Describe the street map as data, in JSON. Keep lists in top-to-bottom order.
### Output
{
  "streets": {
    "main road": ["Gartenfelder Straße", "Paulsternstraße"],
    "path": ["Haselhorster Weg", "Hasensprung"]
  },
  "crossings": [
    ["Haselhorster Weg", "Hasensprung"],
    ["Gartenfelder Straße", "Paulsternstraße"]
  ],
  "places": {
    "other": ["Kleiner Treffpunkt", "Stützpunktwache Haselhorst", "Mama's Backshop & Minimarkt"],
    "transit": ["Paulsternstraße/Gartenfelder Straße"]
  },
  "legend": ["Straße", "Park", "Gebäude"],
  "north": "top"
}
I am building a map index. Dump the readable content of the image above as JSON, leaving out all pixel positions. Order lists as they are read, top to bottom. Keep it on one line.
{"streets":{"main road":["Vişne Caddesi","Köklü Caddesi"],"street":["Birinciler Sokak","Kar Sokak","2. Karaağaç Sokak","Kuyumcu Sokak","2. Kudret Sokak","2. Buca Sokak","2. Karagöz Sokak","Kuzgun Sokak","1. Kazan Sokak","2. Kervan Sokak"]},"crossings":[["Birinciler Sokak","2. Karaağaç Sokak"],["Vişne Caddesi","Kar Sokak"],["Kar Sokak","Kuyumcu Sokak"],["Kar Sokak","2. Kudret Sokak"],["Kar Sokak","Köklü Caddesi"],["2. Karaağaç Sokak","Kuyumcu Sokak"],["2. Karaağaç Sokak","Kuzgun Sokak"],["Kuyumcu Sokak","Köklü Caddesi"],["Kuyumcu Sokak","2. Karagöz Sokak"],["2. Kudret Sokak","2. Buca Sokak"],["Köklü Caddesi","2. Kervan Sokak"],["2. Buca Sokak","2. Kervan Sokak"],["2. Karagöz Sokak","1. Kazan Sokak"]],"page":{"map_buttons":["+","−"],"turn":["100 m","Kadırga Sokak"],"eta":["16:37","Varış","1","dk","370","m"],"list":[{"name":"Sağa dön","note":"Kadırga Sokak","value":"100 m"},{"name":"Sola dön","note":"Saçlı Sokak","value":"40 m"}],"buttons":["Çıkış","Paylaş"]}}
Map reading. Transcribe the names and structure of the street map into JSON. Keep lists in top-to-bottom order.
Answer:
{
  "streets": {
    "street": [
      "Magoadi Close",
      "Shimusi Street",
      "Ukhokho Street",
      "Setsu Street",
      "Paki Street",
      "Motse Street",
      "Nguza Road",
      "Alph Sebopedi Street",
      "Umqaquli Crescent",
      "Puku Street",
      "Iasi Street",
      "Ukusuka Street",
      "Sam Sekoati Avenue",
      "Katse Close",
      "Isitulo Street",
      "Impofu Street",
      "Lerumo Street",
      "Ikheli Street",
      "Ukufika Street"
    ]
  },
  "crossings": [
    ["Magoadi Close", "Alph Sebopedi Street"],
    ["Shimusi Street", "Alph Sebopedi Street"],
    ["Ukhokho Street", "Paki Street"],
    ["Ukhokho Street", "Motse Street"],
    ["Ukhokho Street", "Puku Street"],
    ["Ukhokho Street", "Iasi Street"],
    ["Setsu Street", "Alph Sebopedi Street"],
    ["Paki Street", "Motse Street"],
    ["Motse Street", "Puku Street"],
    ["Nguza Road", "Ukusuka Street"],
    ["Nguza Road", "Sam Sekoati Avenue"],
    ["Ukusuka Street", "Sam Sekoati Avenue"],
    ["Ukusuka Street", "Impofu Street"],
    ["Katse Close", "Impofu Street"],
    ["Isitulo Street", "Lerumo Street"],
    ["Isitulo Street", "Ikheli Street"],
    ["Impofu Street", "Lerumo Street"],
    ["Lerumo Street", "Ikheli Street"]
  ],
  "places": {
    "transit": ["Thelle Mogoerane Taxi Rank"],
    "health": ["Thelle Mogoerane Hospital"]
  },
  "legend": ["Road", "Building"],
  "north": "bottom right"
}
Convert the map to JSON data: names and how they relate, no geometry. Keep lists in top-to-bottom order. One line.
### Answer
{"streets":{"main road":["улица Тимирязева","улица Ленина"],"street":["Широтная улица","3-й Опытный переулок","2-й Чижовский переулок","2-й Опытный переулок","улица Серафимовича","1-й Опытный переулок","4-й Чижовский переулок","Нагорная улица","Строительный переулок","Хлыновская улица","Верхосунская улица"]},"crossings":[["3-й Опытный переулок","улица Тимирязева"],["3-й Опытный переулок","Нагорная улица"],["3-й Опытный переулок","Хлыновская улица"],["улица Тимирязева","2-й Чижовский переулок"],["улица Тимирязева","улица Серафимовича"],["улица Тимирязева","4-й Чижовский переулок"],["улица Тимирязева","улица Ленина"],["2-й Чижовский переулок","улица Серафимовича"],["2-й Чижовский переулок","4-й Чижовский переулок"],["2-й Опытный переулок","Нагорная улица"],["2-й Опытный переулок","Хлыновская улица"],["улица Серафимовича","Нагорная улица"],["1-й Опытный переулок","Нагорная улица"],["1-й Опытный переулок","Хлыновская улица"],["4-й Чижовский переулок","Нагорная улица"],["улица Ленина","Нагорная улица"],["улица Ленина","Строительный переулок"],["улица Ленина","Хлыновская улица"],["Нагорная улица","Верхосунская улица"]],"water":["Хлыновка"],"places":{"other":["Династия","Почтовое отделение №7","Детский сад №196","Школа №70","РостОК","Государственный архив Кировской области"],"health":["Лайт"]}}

——————————

Extract each line from the entries above that contains the string "Ukusuka".

      "Ukusuka Street",
    ["Nguza Road", "Ukusuka Street"],
    ["Ukusuka Street", "Sam Sekoati Avenue"],
    ["Ukusuka Street", "Impofu Street"],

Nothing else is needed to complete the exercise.